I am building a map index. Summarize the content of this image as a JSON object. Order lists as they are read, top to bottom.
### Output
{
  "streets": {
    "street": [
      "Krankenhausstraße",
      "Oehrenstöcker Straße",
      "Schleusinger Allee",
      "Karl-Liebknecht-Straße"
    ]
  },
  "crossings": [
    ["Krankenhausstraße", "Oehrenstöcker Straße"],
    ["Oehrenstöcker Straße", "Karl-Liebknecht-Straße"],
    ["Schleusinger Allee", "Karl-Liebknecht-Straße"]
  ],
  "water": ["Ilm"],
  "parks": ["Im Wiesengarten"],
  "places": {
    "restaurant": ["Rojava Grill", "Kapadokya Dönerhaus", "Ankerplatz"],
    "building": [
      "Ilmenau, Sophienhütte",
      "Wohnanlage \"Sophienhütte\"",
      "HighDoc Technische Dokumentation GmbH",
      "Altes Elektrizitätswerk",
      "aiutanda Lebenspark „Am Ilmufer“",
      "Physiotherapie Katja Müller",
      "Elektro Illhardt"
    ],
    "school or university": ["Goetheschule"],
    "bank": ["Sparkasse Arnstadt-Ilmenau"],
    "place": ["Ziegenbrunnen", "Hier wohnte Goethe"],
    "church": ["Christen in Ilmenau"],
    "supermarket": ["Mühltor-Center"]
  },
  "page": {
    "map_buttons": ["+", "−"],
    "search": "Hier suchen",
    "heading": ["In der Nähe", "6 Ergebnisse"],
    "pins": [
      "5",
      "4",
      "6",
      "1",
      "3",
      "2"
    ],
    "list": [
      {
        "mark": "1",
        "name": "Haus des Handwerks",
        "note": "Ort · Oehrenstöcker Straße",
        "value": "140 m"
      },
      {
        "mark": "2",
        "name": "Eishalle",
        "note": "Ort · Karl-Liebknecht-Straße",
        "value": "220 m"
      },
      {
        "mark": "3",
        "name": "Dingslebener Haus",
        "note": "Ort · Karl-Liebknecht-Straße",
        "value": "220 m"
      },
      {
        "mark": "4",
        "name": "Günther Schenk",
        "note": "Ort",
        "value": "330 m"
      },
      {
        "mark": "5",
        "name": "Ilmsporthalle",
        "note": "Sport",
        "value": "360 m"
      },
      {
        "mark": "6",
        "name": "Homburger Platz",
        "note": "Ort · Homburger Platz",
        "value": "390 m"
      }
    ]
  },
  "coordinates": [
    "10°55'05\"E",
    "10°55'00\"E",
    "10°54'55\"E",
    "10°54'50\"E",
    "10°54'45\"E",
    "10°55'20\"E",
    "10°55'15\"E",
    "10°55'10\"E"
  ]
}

**AIM OF THE TASK:** Scan the material above for "Homburger". Copy every line where it appears.

**EXERCISE RESPONSE:**
        "name": "Homburger Platz",
        "note": "Ort · Homburger Platz",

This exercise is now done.